Five Thumbs Up

Dr. Dobb's Journal November, 2005

By Gregory V. Wilson

Greg is a DDJ contributing editor, and can be reached at gvwilson@ddj.com. His most recent book is Data Crunching: Solve Everyday Problems Using Java, Python, and More.

The Software Vulnerability Guide
Herbert H. Thompson and Scott G. Chase
Charles River Media, 2005
354 pp., $49.95
ISBN 1584503580

Silence on the Wire: A Field Guide to Passive Reconnaissance and Indirect Attacks
Michal Zalewski
No Starch Press, 2005
312 pp., $39.95
ISBN 1593270461

Imperfect XML: Rants, Raves, Tips, and Tricks... From an Insider
David Megginson
Addison-Wesley, 2005
229 pp., $39.95
ISBN 0131453491

Higher Order Perl: Transforming Programs with Programs
Mark Jason Dominus
Morgan Kaufmann, 2005
600 pp., $59.95
ISBN 1558607013

Regular Expression Recipes: A Problem-Solution Approach
Nathan A. Good
Apress, 2005
285 pp., $34.95
ISBN 159059441X

It's been another good summer for books—or maybe it's just that what I've been learning as I try to stay one lecture ahead of the students in my web-programming course looks good compared to the drywall dust and gaping holes that are the only fruit to date of our house renovations. Whatever the reason, this month's column has five thumbs-up recommendations.

At the top of the list is Herbert Thompson and Scott Chase's Software Vulnerability Guide. It doesn't really matter what you're working on, or where in the software production food chain—excuse me, lifecycle—you sit. You really need to put down whatever you're doing and go and read this book. After three introductory chapters (which contain much less fluff than those in most books), the authors walk through each major family of security holes one by one: faulty permission models, bad passwords, macros, dynamic linking and loading, buffer overflow, format strings and various injection attacks, temporary files, spoofing, and more. Each problem is explained in clear prose that never talks down to the reader, and each chapter ends with a brief summary of the problem, its potential impact, where and how to look for it, and some pointers to exploits that have made use of it. If, like most of us, you know less about security than you ought to, this is the book you've been looking for.

If I had to pick three adjectives to describe Michal Zalewski's Silence on the Wire, "quirky" and "self-indulgent" would be the second and third: Zalewski wanders all over the map at times, and spends more words than he should on things that anyone capable of understanding this book will already know. However, the first adjective would be "thought-provoking," and that's what earns this book its thumbs-up. Zalewski's concern is how much information can be harvested from computer systems simply by watching them. Typing rhythms, workload patterns, and data left behind in memory or on disk are just a few of the opportunities for passive surveillance that he covers. While some of these may seem too esoteric to be practically useful, when taken together, they paint a sobering picture of just how hard it is to ensure any kind of privacy in the electronic age.

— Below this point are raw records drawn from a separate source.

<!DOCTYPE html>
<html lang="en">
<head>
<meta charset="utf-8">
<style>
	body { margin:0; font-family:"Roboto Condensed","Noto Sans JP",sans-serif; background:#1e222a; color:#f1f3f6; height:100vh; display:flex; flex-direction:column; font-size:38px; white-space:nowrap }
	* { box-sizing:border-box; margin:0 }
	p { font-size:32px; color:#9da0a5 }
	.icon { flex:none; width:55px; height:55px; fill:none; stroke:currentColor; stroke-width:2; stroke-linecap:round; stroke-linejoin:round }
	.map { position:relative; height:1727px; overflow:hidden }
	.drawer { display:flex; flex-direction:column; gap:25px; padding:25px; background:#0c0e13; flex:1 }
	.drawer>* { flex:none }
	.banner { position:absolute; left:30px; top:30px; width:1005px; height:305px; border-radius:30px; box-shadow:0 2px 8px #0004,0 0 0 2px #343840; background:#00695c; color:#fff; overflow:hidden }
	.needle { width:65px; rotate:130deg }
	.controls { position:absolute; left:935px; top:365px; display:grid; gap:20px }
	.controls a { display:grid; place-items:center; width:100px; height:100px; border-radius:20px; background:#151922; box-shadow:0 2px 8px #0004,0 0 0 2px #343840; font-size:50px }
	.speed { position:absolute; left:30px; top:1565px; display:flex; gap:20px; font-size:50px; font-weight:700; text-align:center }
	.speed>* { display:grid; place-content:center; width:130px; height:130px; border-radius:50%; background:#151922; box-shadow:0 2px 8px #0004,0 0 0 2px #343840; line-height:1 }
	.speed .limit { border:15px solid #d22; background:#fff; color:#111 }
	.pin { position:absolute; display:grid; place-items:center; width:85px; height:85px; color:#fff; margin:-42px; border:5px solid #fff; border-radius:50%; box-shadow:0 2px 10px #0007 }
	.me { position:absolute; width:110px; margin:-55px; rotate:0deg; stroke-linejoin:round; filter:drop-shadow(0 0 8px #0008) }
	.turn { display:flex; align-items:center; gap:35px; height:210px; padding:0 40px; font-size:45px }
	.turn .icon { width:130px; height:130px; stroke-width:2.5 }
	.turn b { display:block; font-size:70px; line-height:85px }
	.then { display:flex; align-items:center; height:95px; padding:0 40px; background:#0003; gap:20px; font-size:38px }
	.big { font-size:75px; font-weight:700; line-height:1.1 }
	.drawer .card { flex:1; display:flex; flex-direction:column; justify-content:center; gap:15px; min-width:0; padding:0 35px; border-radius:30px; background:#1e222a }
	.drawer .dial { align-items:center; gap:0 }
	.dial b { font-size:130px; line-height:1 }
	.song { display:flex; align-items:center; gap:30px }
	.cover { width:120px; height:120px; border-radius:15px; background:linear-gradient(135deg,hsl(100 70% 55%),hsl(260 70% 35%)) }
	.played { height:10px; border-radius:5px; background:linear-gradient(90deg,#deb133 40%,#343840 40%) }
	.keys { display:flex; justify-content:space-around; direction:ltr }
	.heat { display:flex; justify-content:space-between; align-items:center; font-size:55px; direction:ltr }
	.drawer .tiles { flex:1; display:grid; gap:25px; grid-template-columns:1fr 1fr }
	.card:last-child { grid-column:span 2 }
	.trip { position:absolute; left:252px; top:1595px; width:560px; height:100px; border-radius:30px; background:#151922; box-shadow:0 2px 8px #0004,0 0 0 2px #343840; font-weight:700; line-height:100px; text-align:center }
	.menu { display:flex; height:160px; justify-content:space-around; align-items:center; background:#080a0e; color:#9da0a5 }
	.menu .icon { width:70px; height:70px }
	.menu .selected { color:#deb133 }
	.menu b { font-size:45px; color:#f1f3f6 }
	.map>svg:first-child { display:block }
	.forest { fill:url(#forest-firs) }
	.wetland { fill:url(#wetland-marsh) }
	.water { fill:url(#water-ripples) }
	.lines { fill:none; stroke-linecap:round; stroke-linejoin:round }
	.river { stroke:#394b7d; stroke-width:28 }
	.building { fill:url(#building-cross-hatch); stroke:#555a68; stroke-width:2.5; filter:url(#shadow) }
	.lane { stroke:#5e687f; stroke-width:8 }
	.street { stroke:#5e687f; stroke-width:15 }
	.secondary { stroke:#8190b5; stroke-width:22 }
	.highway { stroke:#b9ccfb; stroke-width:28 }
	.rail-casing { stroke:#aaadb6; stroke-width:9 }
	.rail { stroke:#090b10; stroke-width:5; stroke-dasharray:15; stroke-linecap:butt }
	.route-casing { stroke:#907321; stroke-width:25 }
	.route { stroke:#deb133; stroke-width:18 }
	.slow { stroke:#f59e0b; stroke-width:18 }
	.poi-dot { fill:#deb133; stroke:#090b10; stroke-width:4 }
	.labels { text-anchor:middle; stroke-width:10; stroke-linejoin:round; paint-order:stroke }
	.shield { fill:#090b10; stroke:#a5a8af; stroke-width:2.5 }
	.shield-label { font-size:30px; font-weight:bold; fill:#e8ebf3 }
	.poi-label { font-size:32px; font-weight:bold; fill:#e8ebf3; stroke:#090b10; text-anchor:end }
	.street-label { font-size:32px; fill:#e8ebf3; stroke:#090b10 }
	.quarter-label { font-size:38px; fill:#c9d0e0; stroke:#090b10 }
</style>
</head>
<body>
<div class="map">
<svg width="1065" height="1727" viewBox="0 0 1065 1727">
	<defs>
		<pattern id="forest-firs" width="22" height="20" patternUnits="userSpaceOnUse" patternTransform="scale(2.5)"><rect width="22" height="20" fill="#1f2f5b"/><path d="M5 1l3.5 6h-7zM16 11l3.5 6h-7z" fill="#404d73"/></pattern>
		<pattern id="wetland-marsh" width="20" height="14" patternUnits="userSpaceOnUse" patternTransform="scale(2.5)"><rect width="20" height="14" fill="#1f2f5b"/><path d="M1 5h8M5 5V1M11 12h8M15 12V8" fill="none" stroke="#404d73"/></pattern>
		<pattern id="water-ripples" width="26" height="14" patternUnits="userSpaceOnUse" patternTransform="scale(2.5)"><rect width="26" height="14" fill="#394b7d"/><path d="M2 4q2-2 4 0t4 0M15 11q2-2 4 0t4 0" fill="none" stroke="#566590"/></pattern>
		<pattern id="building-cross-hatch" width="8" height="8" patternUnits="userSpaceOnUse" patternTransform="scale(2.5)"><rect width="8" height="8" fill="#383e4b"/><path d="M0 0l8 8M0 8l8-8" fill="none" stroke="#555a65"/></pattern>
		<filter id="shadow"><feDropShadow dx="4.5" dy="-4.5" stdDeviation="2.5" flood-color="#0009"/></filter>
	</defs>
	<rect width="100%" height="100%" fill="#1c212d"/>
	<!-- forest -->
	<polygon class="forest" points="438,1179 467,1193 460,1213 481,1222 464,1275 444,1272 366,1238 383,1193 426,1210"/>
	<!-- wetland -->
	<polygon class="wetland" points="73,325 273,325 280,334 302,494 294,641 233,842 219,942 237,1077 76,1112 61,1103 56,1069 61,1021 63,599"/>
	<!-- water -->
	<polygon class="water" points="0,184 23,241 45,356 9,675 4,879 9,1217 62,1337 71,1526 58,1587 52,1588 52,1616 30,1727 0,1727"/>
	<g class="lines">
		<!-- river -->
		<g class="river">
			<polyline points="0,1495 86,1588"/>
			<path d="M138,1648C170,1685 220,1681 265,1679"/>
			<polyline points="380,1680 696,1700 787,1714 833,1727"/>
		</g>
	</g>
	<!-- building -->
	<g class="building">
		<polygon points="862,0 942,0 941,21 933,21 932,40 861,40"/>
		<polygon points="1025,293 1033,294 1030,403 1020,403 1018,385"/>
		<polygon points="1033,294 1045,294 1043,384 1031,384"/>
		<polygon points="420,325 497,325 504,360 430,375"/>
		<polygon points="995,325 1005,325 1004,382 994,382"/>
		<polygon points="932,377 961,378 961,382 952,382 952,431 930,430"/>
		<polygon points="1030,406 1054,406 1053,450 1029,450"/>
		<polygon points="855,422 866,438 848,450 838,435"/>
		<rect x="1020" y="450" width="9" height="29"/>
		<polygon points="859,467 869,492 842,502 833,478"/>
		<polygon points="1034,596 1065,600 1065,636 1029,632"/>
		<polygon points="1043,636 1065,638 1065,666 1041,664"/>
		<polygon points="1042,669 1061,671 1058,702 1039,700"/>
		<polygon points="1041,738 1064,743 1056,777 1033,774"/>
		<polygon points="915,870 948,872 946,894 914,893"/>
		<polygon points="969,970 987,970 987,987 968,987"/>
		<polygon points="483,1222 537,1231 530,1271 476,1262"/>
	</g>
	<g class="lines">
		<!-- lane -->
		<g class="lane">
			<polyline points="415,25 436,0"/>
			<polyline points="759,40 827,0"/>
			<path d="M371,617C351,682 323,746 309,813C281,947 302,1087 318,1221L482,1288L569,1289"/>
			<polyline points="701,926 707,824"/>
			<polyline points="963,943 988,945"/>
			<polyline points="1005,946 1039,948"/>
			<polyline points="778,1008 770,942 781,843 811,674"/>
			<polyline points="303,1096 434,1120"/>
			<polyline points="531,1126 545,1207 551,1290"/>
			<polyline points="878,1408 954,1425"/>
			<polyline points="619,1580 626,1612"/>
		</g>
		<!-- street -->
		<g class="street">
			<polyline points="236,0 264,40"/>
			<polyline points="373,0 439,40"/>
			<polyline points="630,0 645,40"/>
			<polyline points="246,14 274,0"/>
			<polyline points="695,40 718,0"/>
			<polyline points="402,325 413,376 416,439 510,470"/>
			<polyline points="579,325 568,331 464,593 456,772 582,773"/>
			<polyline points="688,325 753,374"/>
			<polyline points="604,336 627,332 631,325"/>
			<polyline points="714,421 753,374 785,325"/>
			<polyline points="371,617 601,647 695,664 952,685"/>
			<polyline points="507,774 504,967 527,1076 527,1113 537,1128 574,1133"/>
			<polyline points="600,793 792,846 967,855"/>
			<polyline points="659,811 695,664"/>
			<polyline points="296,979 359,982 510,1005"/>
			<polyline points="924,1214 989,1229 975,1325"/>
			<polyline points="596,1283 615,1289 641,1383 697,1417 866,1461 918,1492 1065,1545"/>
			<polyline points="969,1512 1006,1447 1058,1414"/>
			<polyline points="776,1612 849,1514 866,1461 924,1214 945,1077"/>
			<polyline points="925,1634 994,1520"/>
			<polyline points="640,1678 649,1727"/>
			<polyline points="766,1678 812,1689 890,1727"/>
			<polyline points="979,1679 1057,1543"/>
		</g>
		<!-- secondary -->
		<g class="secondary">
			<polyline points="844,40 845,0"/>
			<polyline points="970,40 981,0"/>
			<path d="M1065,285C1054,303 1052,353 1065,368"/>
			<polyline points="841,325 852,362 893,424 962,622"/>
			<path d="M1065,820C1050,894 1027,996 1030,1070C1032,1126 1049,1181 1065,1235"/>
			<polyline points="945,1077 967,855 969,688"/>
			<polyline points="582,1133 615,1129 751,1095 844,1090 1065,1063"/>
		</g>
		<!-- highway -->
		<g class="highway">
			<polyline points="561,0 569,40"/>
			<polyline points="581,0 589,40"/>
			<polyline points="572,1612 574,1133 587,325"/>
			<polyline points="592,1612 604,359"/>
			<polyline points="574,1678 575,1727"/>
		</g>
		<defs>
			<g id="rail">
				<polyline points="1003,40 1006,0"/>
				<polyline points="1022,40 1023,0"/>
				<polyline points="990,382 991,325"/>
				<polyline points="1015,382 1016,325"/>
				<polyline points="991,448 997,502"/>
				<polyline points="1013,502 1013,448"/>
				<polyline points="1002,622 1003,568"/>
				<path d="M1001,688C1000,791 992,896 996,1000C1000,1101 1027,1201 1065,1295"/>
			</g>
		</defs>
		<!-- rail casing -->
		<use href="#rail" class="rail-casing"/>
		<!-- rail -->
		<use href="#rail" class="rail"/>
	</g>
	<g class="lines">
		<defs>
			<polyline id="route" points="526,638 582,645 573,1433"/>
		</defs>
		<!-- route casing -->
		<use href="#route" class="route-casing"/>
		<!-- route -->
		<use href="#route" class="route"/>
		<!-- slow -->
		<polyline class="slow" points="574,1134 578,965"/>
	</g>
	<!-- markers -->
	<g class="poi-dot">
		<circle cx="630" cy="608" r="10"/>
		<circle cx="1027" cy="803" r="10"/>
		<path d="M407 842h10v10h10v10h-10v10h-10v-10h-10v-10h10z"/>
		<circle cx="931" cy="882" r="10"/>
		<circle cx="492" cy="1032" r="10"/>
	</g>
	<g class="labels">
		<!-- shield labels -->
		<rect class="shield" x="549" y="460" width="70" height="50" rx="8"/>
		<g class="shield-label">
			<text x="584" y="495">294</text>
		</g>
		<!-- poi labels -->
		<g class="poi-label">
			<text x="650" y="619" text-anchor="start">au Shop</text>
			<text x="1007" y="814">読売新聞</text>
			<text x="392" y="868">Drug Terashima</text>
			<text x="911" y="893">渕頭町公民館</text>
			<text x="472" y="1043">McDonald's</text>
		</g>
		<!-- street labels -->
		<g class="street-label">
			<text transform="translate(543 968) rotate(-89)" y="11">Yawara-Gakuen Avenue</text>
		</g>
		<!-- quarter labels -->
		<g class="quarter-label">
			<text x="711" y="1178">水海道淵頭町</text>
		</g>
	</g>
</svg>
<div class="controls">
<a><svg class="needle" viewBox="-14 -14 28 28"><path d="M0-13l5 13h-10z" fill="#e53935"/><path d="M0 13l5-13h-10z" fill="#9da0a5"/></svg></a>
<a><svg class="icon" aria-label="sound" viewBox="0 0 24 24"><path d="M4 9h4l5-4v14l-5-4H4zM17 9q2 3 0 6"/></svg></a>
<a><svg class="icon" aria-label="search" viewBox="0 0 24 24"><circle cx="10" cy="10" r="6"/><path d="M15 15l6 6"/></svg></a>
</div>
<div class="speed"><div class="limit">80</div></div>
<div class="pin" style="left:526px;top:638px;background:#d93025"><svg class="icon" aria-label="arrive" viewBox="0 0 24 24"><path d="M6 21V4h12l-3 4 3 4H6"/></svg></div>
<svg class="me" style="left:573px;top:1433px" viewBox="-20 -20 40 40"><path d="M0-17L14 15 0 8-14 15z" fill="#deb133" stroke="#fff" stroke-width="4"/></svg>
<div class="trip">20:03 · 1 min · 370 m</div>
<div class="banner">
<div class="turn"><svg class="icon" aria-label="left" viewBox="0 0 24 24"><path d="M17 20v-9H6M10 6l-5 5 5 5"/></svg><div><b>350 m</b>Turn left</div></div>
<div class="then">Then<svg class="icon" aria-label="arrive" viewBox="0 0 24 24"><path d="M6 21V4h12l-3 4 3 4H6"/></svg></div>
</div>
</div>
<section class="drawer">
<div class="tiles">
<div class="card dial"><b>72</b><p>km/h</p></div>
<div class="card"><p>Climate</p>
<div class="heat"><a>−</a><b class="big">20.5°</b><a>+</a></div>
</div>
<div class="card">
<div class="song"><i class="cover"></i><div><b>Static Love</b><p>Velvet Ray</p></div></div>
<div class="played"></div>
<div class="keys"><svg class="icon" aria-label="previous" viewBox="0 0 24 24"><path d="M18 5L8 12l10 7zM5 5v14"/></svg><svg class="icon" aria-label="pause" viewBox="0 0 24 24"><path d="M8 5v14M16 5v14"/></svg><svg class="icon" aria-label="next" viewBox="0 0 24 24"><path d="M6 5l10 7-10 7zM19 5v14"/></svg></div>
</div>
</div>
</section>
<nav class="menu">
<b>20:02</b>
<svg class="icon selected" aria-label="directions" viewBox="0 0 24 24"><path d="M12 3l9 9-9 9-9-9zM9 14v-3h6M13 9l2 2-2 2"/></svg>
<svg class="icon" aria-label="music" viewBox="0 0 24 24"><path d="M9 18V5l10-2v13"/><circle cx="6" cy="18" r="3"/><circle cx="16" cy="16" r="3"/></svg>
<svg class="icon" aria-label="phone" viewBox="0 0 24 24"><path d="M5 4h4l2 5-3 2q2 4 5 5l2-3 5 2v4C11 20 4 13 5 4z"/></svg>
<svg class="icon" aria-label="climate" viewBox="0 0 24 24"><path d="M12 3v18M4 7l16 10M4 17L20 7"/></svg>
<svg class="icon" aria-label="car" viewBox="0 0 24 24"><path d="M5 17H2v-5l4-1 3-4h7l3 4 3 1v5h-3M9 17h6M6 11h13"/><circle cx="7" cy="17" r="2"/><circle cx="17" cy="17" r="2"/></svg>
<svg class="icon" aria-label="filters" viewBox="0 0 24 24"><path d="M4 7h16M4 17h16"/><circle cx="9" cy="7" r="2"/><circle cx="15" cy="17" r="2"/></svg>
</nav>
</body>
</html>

David Megginson's Imperfect XML doesn't range quite as widely, and isn't quite as quirky, but it is still a very personal book. Megginson has been active in the SGML and XML communities for a long time, and was the mind behind SAX, the Simple API for XML. This book collects his thoughts on all aspects of XML, from markup styles to its use in network protocols to performance considerations. Megginson clearly has strong opinions on most of these issues, and while there were a couple of places where I would have enjoyed hearing more about the other side, his exposition and analysis were almost always level-headed and illuminating. You might not need this if you're only doing simple things with markup, but if you're planning on paddling around in the deep end of the pool, this is a good float toy to keep at hand.

Mark Jason Dominus's Higher Order Perl is similar: It's well written, and while it shouldn't be anyone's first book on the subject, everyone who claims to be an expert ought to read it. Dominus's goal is to show how ideas originally developed in the Lisp community—particularly techniques for manipulating code as if it were just another kind of data—can be exploited in Perl. Used well, these techniques allow programmers to accomplish far more than they're used to, in far less time. My only gripe about this well-written book (which comes fully loaded with hundreds of clean, clear examples) is that the author doesn't spend nearly enough time talking about how to debug higher order programs when they go wrong, or how to figure out what the meta-meta-meta-function you just inherited actually does.

Finally is Nathan Good's Regular Expression Recipes. Want to turn e-mail addresses into mailto links? Check the format of a North American phone number, a time, or a credit-card number? Do you have some comma-separated values (CSV) files to read? It's all here, solution after solution for Perl, Python, PHP, grep, and the shell. My copy is already plastered with yellow sticky notes.